TASK PROMPT:
Print the listing below from its opening line through the line holding "position:relative; width:1617px; height:2192px;", both ends included.

DATASET EXTRACT:
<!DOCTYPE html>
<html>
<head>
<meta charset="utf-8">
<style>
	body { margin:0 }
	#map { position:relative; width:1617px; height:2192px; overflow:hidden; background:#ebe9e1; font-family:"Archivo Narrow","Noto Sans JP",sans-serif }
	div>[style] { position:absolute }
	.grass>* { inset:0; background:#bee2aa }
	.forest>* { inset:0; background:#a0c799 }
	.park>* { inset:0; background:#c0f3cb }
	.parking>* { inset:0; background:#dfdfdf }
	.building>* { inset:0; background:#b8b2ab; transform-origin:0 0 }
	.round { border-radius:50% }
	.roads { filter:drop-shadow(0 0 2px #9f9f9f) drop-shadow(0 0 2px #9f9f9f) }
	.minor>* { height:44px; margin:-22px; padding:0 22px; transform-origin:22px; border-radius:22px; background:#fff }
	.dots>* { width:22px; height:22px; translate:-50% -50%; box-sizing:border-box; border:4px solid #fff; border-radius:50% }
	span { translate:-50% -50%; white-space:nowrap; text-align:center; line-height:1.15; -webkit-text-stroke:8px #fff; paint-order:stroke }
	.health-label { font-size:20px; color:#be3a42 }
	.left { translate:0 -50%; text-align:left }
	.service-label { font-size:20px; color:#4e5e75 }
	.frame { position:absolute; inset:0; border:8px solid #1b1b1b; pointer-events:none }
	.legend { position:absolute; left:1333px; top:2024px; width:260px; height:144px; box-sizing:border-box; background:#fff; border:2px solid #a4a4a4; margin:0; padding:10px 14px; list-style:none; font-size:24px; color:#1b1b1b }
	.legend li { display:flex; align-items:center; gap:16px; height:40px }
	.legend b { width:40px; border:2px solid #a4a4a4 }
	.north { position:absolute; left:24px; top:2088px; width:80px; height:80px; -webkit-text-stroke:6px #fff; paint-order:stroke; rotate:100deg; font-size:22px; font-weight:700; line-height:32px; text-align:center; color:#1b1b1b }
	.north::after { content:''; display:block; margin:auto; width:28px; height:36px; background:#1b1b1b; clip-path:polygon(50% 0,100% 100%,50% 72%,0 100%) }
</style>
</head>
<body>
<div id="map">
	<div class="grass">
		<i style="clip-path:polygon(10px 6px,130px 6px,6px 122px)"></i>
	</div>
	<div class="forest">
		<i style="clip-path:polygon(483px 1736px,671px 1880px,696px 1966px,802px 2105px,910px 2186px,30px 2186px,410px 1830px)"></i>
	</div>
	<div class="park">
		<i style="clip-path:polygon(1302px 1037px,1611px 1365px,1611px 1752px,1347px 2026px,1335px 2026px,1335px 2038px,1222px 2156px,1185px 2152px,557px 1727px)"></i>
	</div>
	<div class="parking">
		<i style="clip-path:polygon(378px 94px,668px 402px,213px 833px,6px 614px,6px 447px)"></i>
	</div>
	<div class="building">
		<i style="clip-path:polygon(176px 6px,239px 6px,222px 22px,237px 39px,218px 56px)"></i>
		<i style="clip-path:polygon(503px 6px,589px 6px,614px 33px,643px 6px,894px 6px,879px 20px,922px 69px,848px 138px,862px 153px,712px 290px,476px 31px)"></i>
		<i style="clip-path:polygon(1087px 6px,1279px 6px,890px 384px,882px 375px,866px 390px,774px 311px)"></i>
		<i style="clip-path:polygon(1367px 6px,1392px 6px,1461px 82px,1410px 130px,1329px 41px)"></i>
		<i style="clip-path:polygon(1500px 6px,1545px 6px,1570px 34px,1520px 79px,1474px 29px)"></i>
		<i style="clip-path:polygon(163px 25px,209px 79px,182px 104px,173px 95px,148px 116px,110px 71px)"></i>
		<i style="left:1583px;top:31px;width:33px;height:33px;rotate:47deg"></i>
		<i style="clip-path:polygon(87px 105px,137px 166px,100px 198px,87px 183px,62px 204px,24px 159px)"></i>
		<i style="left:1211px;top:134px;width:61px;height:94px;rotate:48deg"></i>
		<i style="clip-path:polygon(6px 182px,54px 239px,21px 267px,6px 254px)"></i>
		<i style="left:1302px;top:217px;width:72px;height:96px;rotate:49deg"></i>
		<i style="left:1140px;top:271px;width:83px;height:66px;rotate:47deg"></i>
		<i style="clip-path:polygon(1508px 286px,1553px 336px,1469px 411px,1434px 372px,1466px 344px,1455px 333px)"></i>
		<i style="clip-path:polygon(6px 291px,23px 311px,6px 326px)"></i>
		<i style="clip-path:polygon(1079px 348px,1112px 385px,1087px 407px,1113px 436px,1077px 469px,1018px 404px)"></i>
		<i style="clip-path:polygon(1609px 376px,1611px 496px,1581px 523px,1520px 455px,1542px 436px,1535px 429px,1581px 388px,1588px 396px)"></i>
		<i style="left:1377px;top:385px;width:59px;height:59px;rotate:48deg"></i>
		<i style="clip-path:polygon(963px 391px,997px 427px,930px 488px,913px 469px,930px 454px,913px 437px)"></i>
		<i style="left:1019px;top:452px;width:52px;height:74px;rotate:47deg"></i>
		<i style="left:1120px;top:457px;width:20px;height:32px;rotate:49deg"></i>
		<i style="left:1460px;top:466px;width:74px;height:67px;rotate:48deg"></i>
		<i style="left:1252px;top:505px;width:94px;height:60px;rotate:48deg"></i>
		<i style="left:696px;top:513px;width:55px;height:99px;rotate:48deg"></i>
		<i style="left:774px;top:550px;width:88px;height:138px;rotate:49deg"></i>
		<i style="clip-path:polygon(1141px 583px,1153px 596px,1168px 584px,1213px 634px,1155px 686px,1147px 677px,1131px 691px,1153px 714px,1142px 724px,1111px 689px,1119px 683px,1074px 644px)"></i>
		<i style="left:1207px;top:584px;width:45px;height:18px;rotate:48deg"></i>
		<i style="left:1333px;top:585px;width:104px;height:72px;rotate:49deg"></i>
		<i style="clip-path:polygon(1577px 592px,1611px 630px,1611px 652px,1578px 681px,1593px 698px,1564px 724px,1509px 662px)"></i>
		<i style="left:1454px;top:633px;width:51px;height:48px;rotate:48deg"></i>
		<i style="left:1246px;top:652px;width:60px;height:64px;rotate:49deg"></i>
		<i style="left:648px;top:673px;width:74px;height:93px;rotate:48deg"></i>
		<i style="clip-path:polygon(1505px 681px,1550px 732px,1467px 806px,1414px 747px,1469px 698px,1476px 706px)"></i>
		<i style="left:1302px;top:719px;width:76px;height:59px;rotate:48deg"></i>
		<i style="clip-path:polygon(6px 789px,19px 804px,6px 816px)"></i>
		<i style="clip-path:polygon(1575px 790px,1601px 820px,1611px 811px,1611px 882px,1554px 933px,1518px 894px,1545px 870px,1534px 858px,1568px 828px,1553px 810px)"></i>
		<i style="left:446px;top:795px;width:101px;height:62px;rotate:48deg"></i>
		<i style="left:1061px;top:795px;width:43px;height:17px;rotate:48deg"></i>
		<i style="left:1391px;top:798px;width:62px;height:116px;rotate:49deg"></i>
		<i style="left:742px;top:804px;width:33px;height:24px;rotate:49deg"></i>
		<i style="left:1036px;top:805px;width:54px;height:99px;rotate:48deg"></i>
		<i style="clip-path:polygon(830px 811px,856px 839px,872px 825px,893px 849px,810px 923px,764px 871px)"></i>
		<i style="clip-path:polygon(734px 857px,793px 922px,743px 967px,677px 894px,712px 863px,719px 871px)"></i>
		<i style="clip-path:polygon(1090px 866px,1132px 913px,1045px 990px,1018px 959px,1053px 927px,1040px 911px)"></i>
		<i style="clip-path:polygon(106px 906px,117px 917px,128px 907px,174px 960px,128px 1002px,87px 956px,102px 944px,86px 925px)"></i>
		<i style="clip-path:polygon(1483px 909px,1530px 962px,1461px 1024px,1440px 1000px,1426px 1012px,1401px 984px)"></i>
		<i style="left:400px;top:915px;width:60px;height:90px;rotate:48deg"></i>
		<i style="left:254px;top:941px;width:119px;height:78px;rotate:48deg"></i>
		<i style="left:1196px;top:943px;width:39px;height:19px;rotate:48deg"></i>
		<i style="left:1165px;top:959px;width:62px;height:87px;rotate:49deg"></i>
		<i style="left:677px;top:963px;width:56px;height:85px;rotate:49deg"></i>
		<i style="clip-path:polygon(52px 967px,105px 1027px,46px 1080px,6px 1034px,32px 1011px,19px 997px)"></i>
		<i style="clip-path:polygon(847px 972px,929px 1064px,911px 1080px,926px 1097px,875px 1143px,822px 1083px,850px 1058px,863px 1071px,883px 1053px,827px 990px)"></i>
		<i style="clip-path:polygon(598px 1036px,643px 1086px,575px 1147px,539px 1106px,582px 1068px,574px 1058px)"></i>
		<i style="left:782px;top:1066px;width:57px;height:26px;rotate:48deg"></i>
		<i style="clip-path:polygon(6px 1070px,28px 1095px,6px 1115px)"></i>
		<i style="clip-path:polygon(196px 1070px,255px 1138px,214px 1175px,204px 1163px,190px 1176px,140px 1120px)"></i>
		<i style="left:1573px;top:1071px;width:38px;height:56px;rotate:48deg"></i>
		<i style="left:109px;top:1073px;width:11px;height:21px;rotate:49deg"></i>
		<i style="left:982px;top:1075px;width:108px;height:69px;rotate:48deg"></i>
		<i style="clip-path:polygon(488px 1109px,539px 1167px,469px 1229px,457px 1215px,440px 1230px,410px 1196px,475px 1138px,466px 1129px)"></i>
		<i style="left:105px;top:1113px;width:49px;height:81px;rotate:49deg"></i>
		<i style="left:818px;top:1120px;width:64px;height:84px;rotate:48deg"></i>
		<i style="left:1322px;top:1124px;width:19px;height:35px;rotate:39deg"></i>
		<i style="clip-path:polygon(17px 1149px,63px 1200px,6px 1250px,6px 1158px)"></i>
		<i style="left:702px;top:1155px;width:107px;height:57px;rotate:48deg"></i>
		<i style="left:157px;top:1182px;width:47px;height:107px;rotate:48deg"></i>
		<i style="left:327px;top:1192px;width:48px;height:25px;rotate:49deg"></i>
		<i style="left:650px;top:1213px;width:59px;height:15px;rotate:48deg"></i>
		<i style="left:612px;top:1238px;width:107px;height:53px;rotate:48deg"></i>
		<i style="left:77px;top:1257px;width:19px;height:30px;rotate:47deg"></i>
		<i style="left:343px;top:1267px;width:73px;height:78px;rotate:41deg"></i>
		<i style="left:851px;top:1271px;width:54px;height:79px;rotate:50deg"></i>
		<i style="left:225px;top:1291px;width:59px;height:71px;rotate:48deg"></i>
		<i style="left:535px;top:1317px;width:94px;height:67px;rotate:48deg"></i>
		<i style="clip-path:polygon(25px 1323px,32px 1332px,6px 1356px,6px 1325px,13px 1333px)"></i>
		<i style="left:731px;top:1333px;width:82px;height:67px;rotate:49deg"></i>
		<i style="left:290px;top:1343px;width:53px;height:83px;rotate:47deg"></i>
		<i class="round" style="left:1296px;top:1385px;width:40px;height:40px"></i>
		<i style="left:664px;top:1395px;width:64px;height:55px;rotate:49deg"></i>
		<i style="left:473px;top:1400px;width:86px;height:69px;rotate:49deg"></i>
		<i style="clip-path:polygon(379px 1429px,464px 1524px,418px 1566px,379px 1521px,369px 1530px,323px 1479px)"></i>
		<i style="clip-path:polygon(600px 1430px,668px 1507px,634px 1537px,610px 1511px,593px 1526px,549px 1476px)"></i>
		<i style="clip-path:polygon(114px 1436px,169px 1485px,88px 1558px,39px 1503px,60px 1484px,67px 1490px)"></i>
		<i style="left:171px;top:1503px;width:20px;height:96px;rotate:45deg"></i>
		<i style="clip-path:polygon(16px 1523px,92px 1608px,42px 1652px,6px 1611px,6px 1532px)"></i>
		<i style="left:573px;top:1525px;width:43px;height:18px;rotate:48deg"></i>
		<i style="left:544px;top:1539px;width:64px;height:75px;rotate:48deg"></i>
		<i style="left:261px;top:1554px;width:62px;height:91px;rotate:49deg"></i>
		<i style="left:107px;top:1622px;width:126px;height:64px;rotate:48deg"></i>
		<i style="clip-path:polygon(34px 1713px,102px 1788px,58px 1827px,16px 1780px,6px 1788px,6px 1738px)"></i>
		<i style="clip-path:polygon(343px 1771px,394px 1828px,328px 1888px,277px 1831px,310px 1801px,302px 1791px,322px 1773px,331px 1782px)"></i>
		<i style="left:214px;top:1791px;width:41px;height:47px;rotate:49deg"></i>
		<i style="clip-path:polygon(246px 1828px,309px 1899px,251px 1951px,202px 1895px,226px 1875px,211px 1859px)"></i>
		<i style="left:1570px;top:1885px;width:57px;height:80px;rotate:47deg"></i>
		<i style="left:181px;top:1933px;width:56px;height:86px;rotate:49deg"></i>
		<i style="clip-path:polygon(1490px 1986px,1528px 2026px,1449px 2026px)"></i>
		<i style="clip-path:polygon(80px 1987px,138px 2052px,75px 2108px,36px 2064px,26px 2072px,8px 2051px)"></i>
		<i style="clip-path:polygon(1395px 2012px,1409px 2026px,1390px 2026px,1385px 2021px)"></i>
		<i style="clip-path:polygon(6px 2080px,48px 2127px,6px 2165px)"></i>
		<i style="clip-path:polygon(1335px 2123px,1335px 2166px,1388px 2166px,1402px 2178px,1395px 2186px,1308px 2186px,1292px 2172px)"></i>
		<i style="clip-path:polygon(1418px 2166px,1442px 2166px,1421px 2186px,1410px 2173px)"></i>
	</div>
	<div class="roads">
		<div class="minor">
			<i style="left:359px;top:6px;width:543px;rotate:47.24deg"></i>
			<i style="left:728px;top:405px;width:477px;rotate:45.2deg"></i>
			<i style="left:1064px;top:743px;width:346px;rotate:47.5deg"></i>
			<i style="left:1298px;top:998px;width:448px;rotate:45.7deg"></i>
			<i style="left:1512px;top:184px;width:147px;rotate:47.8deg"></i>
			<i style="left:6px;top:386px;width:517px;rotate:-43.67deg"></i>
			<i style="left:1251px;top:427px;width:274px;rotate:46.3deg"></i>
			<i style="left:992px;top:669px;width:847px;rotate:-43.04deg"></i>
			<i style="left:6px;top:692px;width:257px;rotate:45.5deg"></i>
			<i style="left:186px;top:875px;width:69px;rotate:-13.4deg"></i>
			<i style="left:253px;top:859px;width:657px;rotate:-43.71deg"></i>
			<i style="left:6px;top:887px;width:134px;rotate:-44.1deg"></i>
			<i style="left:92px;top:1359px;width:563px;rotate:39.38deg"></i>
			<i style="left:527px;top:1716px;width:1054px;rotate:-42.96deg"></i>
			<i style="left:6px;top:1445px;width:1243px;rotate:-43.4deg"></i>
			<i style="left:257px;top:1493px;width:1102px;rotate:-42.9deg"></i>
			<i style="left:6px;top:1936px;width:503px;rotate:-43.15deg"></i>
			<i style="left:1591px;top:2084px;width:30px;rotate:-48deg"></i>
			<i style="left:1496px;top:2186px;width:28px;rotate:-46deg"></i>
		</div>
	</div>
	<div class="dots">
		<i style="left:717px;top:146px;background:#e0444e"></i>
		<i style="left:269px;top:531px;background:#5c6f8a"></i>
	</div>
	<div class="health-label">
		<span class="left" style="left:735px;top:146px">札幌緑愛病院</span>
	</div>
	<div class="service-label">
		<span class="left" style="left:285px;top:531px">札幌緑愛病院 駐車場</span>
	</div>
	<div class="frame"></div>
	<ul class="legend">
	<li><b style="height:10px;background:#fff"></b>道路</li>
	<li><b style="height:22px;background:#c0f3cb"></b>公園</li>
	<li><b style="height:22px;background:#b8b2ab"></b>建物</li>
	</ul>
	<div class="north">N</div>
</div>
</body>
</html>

ANSWER TO THIS TASK:
<!DOCTYPE html>
<html>
<head>
<meta charset="utf-8">
<style>
	body { margin:0 }
	#map { position:relative; width:1617px; height:2192px; overflow:hidden; background:#ebe9e1; font-family:"Archivo Narrow","Noto Sans JP",sans-serif }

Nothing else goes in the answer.